Der Mondlauf im Zuge der Jahreszeiten wird von der Tatsache geprägt, dass der Vollmond, der ja immer der Sonne (fast genau) gegenübersteht, das umgekehrte Verhalten wie die Sonne im Jahreslauf zeigt: Im Sommer zieht er niedrig über den Himmel, im Winter zieht er hoch über den Himmel. Ähnlich verhält es sich mit den zunehmenden und abnehmenden Phasen. Der zunehmende Halbmond zieht jene Bahn über den Himmel wie die Sonne in der darauffolgenden Jahreszeit - er ist also im Frühling am besten zu beobachten.
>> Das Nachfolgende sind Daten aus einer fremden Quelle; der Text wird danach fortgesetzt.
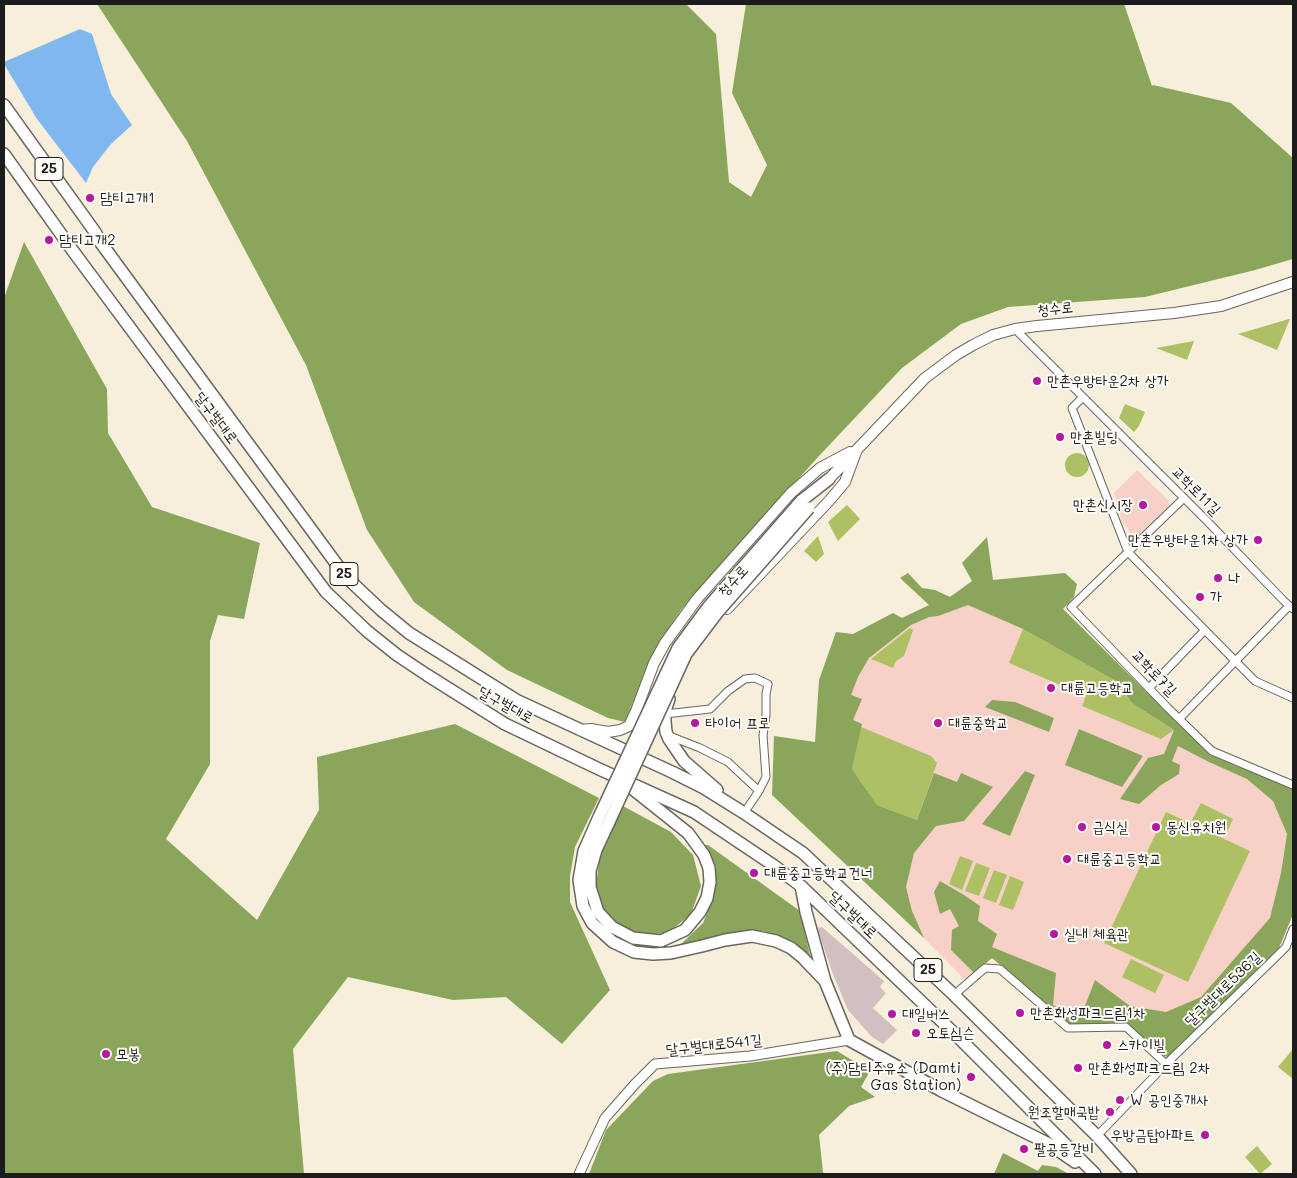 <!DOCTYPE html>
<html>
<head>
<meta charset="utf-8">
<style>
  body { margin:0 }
  #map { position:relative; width:1297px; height:1178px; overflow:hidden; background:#f7eedc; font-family:Mali,sans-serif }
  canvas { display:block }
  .frame { position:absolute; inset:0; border:5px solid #1c1c1c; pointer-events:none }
</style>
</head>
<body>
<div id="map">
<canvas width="1297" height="1178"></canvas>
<div class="frame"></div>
</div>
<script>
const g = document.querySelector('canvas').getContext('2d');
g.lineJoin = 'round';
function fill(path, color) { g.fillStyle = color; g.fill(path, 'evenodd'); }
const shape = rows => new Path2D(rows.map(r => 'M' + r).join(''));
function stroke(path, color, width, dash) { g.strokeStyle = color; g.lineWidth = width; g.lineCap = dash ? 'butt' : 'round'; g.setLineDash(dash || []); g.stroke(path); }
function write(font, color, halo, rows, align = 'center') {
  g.font = font + ' Mali,"Poor Story",sans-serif'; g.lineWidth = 4; g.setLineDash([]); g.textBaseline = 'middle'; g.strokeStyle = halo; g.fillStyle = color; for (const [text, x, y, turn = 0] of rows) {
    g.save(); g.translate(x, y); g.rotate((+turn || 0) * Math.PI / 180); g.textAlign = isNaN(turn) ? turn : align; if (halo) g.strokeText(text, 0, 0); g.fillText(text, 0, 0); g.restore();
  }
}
const built = shape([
  [1137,470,1168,500,1169,508,1135,542,1126,526,1122,522,1114,493],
  [955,601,1063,609,1210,755,1293,789,1293,914,1279,948,1161,1056,1127,1024,1071,1025,992,958,966,981,924,938,783,804,817,770,862,653,906,617]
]);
const industrial = shape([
  [822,927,884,981,880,987,886,993,873,1008,897,1030,883,1044,872,1037,848,1010,833,974,817,928]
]);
const green = shape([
  [1290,319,1277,350,1238,334,1289,319],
  [1194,341,1187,360,1156,348],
  [1125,404,1145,412,1139,426,1134,432,1119,418],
  '1065 465a12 12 0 1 1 24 0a12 12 0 1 1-24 0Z',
  [847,505,860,519,838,541,828,522],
  [818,536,824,554,816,562,804,551],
  [910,628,913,630,904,656,896,661,893,668,871,659],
  [1023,629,1116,681,1132,703,1174,730,1161,739,1082,706,1086,696,1009,663],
  [861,727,931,756,937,763,917,820,877,805,852,769],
  [1201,803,1233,819,1225,836,1192,820],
  [1166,812,1250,851,1188,982,1104,943],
  [960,856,973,861,962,890,949,884],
  [976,863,990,868,979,896,965,891],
  [994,870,1007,875,996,903,983,898],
  [1010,876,1024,882,1013,910,999,905],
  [1131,959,1164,975,1155,993,1122,977],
  [1293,1049,1293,1079,1278,1067],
  [1257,1146,1272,1164,1260,1174,1245,1157]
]);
const forest = shape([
  [97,4,686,4,716,34,729,182,751,197,767,165,732,93,746,4,1124,4,1152,86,1153,85,1231,103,1293,158,1293,259,1255,270,1145,297,1008,307,961,324,902,368,818,457,681,610,653,653,625,722,608,718,507,670,414,602,367,530,306,365,187,141],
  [24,242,107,389,108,433,152,507,260,543,244,619,218,615,210,641,210,764,166,839,257,920,319,810,317,757,455,724,599,798,575,847,570,876,570,902,610,990,562,1044,506,997,453,1000,348,977,293,1049,304,1174,4,1174,4,298],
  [987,537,993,580,1065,573,1077,584,1074,597,1063,609,1210,755,1293,789,1293,914,1279,948,1169,1057,1161,1056,1127,1024,1071,1025,992,958,974,973,951,950,952,930,959,926,950,909,940,914,934,892,940,881,964,895,980,906,978,921,997,934,992,947,1056,973,1053,1005,1081,1016,1095,980,1130,1006,1166,1012,1201,997,1270,918,1281,873,1287,834,1273,801,1247,779,1209,762,1178,746,1172,761,1180,765,1179,774,1161,785,1139,804,1120,799,1148,758,1164,754,1174,730,1132,703,1116,681,1023,629,968,605,938,616,929,617,911,625,869,658,858,677,851,695,862,699,853,720,862,724,852,769,877,805,917,820,934,773,957,782,961,773,993,787,964,821,936,826,914,853,906,887,912,911,924,938,772,795,774,736,815,742,819,680,836,632,853,634,893,613,902,618,929,605,900,578,908,573,922,588,935,590,950,597,972,581,962,563],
  [992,700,1015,702,1054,718,1049,732,985,707],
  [1079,729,1143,756,1122,787,1065,765],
  [1025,771,1035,775,1010,836,982,824],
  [623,806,671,832,693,855,701,886,691,914,668,933,640,935,614,924,602,907,596,885,600,856],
  [704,845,708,845,800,911,811,960,790,941,763,931,726,933,680,945,703,923,714,896,716,867],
  [837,1051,870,1071,861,1087,875,1097,849,1106,819,1135,823,1172,825,1174,589,1174,606,1130,653,1081,668,1074],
  [1003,1153,1038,1171,1042,1165,1056,1167,1069,1174,994,1174]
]);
const water = shape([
  [80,29,92,34,111,94,132,125,111,144,93,167,86,183,37,119,4,64,4,62]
]);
const minor = shape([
  [1015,329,1207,521,1283,600,1293,609],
  [1083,397,1072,408,1128,552,1255,681,1293,698],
  [1184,498,1071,607,1168,708,1212,751,1293,785],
  [1149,688,1205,630],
  [665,714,710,709,728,691,745,679,755,678,768,684,766,694,766,715,763,735,766,777,759,791,744,813],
  [1180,718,1289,606],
  [667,735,700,748,728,762,759,791],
  [954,995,985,968,1000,969,1068,1028,1126,1027,1166,1064],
  [1097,1136,1166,1064,1278,955,1286,947,1293,929]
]);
const tertiary = shape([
  [579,1174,605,1118,635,1084,655,1064,750,1056,849,1040]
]);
const secondary = shape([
  [829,479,925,378,956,355,973,345,993,335,1015,329,1037,326,1174,313,1221,306,1293,282],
  [727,609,829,501,845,482,856,452],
  [580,730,591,729,608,732,620,730,629,726,636,711,654,663,665,643,697,599,791,493,820,468,850,452]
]);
const primary = shape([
  [4,105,95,232,101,243,346,577,381,610,409,633,516,700,672,772,704,788,744,813,803,853,954,995,1097,1136,1131,1174],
  [4,154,73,251,326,592,367,631,397,655,427,675,505,724,599,769,694,812,773,865,801,886,959,1038,1095,1174],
  [801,501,829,479],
  [669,699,665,711,665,721,666,732,669,739,684,761,717,790],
  [599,817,584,851,579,880,583,906,592,923,613,942,634,952,653,954,671,953,702,946,725,940,752,936,776,941,791,948,802,957,824,980],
  [609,822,596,850,590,871,590,887,598,912,612,927,633,938,661,941,685,930,700,912,707,898,710,882,709,868,704,855,688,833,634,790],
  [801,886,806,912,825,981,849,1040,942,1091,1049,1144,1075,1162]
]);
const primaryBridge = shape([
  [599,817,678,648,709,606,801,501],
  [609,822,686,654,717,613,809,508]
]);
const markers = [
  [90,198,5,"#b5179e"],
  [49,240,5,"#b5179e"],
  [1037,381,5,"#b5179e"],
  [1060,437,5,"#b5179e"],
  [1143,505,5,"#b5179e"],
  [1258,540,5,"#b5179e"],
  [1218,578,5,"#b5179e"],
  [1200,597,5,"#b5179e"],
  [1051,688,5,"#b5179e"],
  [695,723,5,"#b5179e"],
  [938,723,5,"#b5179e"],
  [1082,827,5,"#b5179e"],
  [1156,827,5,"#b5179e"],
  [1067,859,5,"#b5179e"],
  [754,873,5,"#b5179e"],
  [1054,934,5,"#b5179e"],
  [1020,1013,5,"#b5179e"],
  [892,1014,5,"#b5179e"],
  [916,1033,5,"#b5179e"],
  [1107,1045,5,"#b5179e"],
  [106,1054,5,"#b5179e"],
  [1078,1068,5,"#b5179e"],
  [971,1077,5,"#b5179e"],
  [1120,1100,5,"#b5179e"],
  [1110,1112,5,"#b5179e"],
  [1205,1135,5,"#b5179e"],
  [1024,1149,5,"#b5179e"]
];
const shields = [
  [49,169,28],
  [344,574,28],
  [928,970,28]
];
const shieldNames = [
  ["25",49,169],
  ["25",344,574],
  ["25",928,970]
];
const poiNames = [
  ["담티고개1",100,198],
  ["담티고개2",59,240],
  ["만촌우방타운2차 상가",1047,381],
  ["만촌빌딩",1070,437],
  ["만촌신시장",1133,505,"right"],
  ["만촌우방타운1차 상가",1248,540,"right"],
  ["나",1228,578],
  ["가",1210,597],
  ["대륜고등학교",1061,688],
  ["타이어 프로",705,723],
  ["대륜중학교",948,723],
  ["급식실",1092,827],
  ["동신유치원",1166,827],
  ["대륜중고등학교",1077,859],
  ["대륜중고등학교건너",764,873],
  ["실내 체육관",1064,934],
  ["만촌화성파크드림1차",1030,1013],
  ["대일버스",902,1014],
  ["오토심슨",926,1033],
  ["스카이빌",1117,1045],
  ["모봉",116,1054],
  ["(주)담티주유소 (Damti",961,1068,"right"],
  ["Gas Station)",961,1085,"right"],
  ["만촌화성파크드림 2차",1088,1068],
  ["W 공인중개사",1130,1100],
  ["원조할매국밥",1100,1112,"right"],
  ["우방금탑아파트",1195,1135,"right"],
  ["팔공등갈비",1034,1149]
];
const streetNames = [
  ["청수로",1055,309,-6],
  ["달구벌대로",216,418,53],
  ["교학로11길",1196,491,45],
  ["청수로",733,581,-47],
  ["교학로7길",1154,673,46],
  ["달구벌대로",506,705,29],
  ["달구벌대로",853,915,44],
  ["달구벌대로536길",1223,989,-44],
  ["달구벌대로541길",714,1045,-6]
];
fill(built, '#f7d1c8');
fill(industrial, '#d2bfc0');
fill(green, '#adc064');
fill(forest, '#8aa65a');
fill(water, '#7eb8ef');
stroke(minor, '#69665f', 9);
stroke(tertiary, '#69665f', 11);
stroke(secondary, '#69665f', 12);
stroke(primary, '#69665f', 14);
stroke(minor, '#fff', 7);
stroke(tertiary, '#fff', 9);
stroke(secondary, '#fff', 10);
stroke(primary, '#fff', 11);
stroke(primaryBridge, '#69665f', 14, []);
stroke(primaryBridge, '#fff', 11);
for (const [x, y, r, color] of markers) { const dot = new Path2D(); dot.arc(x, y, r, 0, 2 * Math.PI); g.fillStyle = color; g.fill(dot); stroke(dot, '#fdfcf7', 2); }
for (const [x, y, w] of shields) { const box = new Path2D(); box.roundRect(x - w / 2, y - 11.5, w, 23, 4); g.fillStyle = '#fdfcf7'; g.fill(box); stroke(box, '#1c1c1c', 1); }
write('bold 14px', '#1c1c1c', null, shieldNames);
write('15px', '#1c1c1c', '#fdfcf7', poiNames, 'left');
write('15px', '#1c1c1c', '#fdfcf7', streetNames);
</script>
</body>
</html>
Der abnehmende Halbmond zieht jene Bahn über den Himmel wie die Sonne in der vorangegangenen Jahreszeit - er ist also im Herbst am besten zu sehen.

Im Herbst liegen die Mondphasen wie folgt: Der Neumond (er ist unbeobachtbar) durchläuft die gleiche Tagesbahn wie die Sonne, die Bahn der Tag-und-Nacht-Gleiche. Nach dem Neumond wandert der Mond nach Süden. Das Erste Viertel durchläuft der Mond in der Tagesbahn der Sonne im Winter, also tief im Süden. Die zunehmenden Mondphasen vor dem Halbmond sind in unseren Breiten im Herbst somit ungünstig zu beobachten.

Nach dem Ersten Viertel wandert der Mond wieder nach Norden, am raschesten um den Vollmond, der wiederum die Bahn der Sonne im Frühling, also die der Tag-und-Nacht-Gleiche, durchläuft. Nach dem Vollmond steigt der Mond weiter bis zum Letzten Viertel, das die höchste Tagesbahn durchläuft - jene der Sonne im Sommer.

Obige Grafik verdeutlicht den Mondlauf zu Herbstbeginn. Sie zeigt, in welcher Höhe über dem Horizont und um welche Uhrzeit MEZ der Mond im Süden steht. Auf das Bild klicken zum Vergrößern.

Beispiel: Erstes Viertel, 18 Uhr, tief; Vollmond, Mitternacht, mittelhoch; letztes Viertel, 6 Uhr, hoch. Für alle, die es besonders genau wissen möchten: Der Mond kann, da seine Bahn gegen die Ekliptik um 5,1° geneigt ist, noch um diesen Betrag tiefer oder höher über den Himmel laufen als die Sonne!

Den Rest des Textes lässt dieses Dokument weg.